- _Assignment_
Retype all the records with nothing changed.

- _Records for processing_

______________________________

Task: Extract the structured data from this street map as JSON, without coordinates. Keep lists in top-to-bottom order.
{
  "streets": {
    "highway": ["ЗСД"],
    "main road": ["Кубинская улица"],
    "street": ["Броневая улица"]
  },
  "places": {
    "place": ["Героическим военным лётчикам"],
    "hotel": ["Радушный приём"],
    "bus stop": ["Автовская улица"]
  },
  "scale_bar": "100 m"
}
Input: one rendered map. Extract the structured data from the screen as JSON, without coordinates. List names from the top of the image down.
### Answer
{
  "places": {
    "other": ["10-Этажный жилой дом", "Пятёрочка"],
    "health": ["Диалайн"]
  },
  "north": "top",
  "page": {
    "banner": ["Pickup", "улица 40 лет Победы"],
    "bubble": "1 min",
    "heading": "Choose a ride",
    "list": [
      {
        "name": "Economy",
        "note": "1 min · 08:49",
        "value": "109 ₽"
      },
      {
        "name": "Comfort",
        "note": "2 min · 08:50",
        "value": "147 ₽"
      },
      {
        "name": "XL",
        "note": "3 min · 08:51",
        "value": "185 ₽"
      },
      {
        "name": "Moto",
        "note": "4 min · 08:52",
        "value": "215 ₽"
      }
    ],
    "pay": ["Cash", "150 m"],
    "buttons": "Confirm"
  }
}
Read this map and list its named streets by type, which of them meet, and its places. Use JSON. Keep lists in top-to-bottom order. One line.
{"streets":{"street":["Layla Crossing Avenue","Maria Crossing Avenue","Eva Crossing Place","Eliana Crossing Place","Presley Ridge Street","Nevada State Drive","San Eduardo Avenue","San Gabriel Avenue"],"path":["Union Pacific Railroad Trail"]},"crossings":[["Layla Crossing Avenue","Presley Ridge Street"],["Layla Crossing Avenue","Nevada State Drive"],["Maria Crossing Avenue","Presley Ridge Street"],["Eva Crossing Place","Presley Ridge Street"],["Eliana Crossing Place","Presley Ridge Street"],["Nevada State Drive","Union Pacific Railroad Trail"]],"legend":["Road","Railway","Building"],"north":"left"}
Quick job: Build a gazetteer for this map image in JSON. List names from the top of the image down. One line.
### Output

______________________________

- _Exercise solution_
Task: Extract the structured data from this street map as JSON, without coordinates. Keep lists in top-to-bottom order.
{
  "streets": {
    "highway": ["ЗСД"],
    "main road": ["Кубинская улица"],
    "street": ["Броневая улица"]
  },
  "places": {
    "place": ["Героическим военным лётчикам"],
    "hotel": ["Радушный приём"],
    "bus stop": ["Автовская улица"]
  },
  "scale_bar": "100 m"
}
Input: one rendered map. Extract the structured data from the screen as JSON, without coordinates. List names from the top of the image down.
### Answer
{
  "places": {
    "other": ["10-Этажный жилой дом", "Пятёрочка"],
    "health": ["Диалайн"]
  },
  "north": "top",
  "page": {
    "banner": ["Pickup", "улица 40 лет Победы"],
    "bubble": "1 min",
    "heading": "Choose a ride",
    "list": [
      {
        "name": "Economy",
        "note": "1 min · 08:49",
        "value": "109 ₽"
      },
      {
        "name": "Comfort",
        "note": "2 min · 08:50",
        "value": "147 ₽"
      },
      {
        "name": "XL",
        "note": "3 min · 08:51",
        "value": "185 ₽"
      },
      {
        "name": "Moto",
        "note": "4 min · 08:52",
        "value": "215 ₽"
      }
    ],
    "pay": ["Cash", "150 m"],
    "buttons": "Confirm"
  }
}
Read this map and list its named streets by type, which of them meet, and its places. Use JSON. Keep lists in top-to-bottom order. One line.
{"streets":{"street":["Layla Crossing Avenue","Maria Crossing Avenue","Eva Crossing Place","Eliana Crossing Place","Presley Ridge Street","Nevada State Drive","San Eduardo Avenue","San Gabriel Avenue"],"path":["Union Pacific Railroad Trail"]},"crossings":[["Layla Crossing Avenue","Presley Ridge Street"],["Layla Crossing Avenue","Nevada State Drive"],["Maria Crossing Avenue","Presley Ridge Street"],["Eva Crossing Place","Presley Ridge Street"],["Eliana Crossing Place","Presley Ridge Street"],["Nevada State Drive","Union Pacific Railroad Trail"]],"legend":["Road","Railway","Building"],"north":"left"}
Quick job: Build a gazetteer for this map image in JSON. List names from the top of the image down. One line.
### Output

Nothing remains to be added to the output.